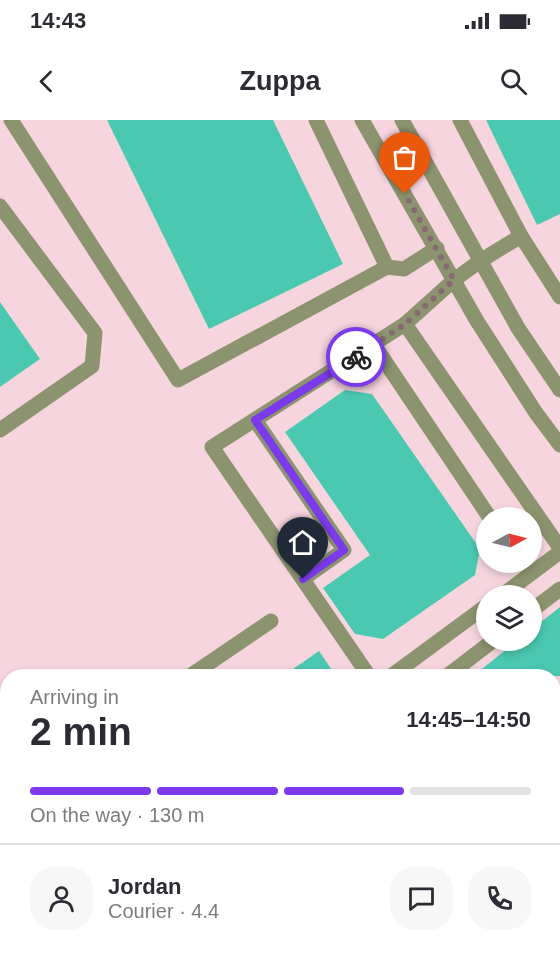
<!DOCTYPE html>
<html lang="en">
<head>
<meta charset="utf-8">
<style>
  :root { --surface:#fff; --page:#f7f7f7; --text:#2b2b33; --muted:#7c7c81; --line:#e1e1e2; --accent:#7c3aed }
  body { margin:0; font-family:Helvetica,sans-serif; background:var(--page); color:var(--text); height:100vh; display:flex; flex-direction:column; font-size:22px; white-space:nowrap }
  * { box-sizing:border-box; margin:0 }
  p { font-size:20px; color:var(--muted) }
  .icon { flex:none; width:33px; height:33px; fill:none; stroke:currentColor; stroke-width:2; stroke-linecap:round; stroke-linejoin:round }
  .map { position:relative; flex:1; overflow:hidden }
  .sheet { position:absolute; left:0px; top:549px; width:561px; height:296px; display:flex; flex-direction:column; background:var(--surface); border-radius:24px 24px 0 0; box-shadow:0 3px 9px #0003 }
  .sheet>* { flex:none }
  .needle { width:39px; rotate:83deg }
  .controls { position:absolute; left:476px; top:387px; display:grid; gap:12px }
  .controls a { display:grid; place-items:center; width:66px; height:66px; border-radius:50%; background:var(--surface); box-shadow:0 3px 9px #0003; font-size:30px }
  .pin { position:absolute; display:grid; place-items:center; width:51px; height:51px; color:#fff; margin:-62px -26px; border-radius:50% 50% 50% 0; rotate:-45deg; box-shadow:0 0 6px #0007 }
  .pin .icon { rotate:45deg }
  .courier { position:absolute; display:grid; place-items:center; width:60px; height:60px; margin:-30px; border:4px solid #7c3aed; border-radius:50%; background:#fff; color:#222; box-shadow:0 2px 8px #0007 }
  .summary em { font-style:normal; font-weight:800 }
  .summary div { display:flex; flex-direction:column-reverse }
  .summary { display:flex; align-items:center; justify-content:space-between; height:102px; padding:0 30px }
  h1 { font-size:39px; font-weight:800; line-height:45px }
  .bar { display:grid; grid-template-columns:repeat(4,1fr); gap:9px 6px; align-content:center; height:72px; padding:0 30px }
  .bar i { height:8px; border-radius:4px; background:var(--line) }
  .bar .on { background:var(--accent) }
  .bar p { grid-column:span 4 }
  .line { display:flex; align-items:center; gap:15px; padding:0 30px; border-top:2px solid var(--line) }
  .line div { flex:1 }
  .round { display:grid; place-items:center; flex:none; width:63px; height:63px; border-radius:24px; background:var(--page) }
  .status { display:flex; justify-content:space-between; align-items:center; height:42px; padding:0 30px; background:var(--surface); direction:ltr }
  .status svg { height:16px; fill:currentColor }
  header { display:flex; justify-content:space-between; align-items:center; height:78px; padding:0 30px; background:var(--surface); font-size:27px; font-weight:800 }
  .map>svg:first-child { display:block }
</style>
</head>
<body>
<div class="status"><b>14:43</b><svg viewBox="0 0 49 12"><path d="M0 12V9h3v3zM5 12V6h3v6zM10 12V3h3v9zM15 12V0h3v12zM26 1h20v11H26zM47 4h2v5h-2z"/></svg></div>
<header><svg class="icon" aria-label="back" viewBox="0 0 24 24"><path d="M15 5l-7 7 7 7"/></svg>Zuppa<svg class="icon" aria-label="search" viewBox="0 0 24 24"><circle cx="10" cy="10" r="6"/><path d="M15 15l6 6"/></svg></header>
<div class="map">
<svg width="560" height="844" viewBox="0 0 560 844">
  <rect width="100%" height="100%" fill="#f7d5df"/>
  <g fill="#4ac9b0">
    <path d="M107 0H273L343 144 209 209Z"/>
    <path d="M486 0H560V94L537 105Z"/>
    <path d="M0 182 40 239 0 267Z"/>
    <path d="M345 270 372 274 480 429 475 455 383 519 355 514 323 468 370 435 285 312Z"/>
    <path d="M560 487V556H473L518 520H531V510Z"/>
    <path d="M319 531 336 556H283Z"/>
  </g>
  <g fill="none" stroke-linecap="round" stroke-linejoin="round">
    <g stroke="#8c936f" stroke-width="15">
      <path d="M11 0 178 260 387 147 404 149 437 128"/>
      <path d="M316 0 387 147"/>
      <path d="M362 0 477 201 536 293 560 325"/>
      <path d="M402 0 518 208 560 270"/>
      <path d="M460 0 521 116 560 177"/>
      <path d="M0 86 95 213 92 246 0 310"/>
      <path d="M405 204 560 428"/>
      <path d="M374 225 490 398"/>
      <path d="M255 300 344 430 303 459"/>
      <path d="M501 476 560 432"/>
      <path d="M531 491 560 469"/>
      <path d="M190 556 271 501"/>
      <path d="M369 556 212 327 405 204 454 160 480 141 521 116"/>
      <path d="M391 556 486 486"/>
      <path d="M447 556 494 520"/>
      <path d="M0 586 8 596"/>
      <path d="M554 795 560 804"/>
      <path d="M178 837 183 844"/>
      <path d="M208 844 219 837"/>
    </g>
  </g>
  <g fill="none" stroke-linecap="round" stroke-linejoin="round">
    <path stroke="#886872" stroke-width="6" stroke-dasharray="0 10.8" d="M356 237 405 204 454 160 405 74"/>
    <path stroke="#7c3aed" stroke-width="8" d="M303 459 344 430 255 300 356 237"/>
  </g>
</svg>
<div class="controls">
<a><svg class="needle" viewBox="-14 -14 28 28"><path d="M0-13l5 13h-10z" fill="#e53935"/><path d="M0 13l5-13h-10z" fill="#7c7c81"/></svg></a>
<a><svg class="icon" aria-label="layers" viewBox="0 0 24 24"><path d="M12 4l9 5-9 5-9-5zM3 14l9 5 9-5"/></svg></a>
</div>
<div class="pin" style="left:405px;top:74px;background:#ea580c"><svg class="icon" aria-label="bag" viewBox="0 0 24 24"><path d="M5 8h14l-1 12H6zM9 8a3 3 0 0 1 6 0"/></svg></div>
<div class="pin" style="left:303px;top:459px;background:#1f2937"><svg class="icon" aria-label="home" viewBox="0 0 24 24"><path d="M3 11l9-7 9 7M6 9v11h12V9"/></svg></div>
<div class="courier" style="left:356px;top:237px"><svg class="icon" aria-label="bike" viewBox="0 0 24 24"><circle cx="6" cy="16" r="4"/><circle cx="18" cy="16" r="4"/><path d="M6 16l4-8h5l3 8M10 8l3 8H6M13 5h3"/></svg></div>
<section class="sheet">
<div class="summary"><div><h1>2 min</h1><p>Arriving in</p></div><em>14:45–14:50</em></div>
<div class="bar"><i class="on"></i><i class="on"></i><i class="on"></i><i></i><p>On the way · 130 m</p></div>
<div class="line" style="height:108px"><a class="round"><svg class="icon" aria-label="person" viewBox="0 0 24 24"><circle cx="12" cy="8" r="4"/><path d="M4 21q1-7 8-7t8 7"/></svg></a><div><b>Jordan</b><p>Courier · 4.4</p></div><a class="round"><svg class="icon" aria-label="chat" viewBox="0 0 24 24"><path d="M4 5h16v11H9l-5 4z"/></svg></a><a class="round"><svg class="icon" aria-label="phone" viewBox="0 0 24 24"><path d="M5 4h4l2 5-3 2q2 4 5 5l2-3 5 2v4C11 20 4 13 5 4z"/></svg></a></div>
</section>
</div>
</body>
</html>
______________________________
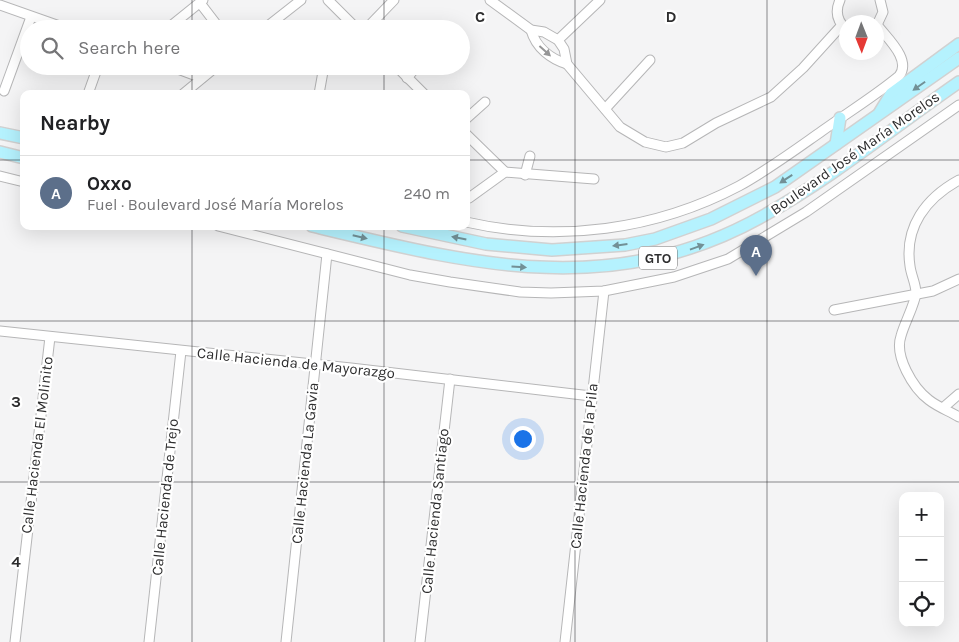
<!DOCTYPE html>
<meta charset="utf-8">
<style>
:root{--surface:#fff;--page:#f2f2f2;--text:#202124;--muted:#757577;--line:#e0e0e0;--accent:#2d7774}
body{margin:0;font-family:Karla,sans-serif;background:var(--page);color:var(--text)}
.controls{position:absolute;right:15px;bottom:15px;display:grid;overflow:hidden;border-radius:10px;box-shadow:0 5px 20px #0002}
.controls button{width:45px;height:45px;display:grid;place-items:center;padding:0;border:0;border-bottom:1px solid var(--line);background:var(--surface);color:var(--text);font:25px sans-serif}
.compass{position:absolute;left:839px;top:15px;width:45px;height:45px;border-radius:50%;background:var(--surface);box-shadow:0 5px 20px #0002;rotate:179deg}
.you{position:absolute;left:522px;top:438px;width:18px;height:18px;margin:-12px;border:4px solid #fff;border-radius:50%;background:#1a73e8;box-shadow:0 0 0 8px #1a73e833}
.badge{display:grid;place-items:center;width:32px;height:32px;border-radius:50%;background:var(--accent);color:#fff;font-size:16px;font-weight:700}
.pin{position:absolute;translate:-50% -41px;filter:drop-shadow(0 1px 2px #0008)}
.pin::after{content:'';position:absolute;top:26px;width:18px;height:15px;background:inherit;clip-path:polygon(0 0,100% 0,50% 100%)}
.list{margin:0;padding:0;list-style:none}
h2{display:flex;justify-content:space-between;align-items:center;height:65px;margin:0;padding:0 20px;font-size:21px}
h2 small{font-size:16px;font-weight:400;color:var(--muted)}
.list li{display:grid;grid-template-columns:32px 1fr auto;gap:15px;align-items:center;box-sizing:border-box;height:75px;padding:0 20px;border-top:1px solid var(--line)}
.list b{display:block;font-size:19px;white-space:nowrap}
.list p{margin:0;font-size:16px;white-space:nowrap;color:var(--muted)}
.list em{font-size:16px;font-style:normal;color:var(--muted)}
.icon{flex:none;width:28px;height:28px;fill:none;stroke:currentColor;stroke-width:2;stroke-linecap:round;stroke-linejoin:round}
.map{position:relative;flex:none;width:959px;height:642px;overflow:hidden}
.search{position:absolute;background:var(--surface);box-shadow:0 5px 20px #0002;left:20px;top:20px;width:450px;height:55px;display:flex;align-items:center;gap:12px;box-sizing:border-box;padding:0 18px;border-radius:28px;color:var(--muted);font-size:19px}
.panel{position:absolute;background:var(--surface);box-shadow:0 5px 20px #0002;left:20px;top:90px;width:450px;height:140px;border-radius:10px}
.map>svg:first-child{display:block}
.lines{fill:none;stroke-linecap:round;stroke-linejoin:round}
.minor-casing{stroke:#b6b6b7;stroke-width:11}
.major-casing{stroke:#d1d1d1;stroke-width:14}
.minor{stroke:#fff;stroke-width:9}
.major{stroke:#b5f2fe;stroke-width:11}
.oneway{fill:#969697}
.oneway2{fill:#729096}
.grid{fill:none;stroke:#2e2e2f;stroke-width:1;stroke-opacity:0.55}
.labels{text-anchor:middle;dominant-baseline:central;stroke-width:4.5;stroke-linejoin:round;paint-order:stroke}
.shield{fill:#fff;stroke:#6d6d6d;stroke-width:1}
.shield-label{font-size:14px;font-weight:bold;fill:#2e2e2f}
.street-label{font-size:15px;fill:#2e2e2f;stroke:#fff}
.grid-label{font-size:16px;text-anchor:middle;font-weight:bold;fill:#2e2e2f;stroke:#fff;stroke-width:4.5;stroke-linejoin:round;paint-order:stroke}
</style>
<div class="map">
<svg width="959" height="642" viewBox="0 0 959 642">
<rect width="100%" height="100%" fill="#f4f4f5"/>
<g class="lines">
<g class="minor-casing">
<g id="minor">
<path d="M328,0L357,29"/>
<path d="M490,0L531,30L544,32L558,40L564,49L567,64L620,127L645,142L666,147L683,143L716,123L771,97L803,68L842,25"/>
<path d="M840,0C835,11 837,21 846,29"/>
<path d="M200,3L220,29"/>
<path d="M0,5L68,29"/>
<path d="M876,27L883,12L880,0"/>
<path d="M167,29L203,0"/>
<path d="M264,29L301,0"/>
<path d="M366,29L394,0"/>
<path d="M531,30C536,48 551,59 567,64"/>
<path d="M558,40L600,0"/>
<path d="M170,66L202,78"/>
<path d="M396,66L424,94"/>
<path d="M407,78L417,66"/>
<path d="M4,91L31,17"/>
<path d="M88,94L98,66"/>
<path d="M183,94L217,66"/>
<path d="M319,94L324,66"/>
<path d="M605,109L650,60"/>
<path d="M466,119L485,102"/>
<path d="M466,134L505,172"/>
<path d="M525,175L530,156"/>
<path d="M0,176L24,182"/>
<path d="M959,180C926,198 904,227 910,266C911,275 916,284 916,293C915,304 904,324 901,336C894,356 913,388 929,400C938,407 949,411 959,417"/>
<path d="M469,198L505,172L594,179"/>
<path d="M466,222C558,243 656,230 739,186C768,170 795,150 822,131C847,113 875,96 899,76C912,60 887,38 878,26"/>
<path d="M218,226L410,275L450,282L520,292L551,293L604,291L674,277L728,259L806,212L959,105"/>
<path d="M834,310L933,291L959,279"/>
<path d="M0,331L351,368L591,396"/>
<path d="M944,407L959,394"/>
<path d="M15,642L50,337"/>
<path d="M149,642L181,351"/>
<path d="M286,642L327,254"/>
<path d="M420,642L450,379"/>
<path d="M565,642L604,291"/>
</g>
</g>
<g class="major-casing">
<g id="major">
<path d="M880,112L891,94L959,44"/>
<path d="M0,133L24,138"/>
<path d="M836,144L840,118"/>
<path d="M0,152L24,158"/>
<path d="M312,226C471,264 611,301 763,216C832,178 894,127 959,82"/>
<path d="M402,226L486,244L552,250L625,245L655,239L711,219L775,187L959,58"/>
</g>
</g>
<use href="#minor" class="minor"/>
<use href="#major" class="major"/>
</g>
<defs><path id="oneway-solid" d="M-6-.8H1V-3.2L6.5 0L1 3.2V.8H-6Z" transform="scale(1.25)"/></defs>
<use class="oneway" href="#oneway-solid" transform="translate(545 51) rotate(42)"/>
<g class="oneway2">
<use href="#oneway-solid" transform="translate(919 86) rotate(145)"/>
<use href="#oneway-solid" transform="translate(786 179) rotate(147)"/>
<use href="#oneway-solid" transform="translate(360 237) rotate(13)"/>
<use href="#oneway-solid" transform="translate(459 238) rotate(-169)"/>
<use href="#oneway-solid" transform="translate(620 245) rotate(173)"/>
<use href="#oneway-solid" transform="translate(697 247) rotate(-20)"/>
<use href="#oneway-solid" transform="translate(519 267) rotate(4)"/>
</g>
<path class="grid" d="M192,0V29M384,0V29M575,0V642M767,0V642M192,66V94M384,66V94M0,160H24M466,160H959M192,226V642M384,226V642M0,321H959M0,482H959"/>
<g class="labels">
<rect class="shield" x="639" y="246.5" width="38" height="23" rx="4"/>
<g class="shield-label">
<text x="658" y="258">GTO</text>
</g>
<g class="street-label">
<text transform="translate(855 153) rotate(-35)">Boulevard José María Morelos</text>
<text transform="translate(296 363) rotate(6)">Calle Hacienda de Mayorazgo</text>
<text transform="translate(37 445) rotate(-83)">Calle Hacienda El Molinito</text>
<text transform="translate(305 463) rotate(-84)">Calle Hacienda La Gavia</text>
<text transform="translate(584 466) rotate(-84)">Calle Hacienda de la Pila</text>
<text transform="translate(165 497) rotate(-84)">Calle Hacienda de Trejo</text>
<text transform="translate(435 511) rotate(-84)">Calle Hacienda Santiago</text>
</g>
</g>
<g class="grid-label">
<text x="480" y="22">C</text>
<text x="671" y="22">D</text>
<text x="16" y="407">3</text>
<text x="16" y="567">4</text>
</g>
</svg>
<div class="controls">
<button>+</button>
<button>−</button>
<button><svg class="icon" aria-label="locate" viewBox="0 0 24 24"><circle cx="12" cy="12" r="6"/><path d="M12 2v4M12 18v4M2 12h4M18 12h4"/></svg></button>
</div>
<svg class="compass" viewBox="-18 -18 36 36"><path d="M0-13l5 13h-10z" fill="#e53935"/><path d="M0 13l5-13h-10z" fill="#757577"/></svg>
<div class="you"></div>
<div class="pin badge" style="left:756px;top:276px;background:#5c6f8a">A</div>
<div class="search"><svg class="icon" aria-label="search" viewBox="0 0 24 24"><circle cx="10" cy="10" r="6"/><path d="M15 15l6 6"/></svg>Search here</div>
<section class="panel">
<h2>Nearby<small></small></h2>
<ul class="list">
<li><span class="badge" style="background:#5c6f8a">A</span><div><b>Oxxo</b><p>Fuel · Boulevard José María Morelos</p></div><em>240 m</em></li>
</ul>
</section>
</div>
______________________________
§ **WHAT YOU HAVE TO DO**
Copy every line of the data where "block" is found.

§ **RESULT OF THIS TASK**
  .map>svg:first-child { display:block }
.list b{display:block;font-size:19px;white-space:nowrap}
.map>svg:first-child{display:block}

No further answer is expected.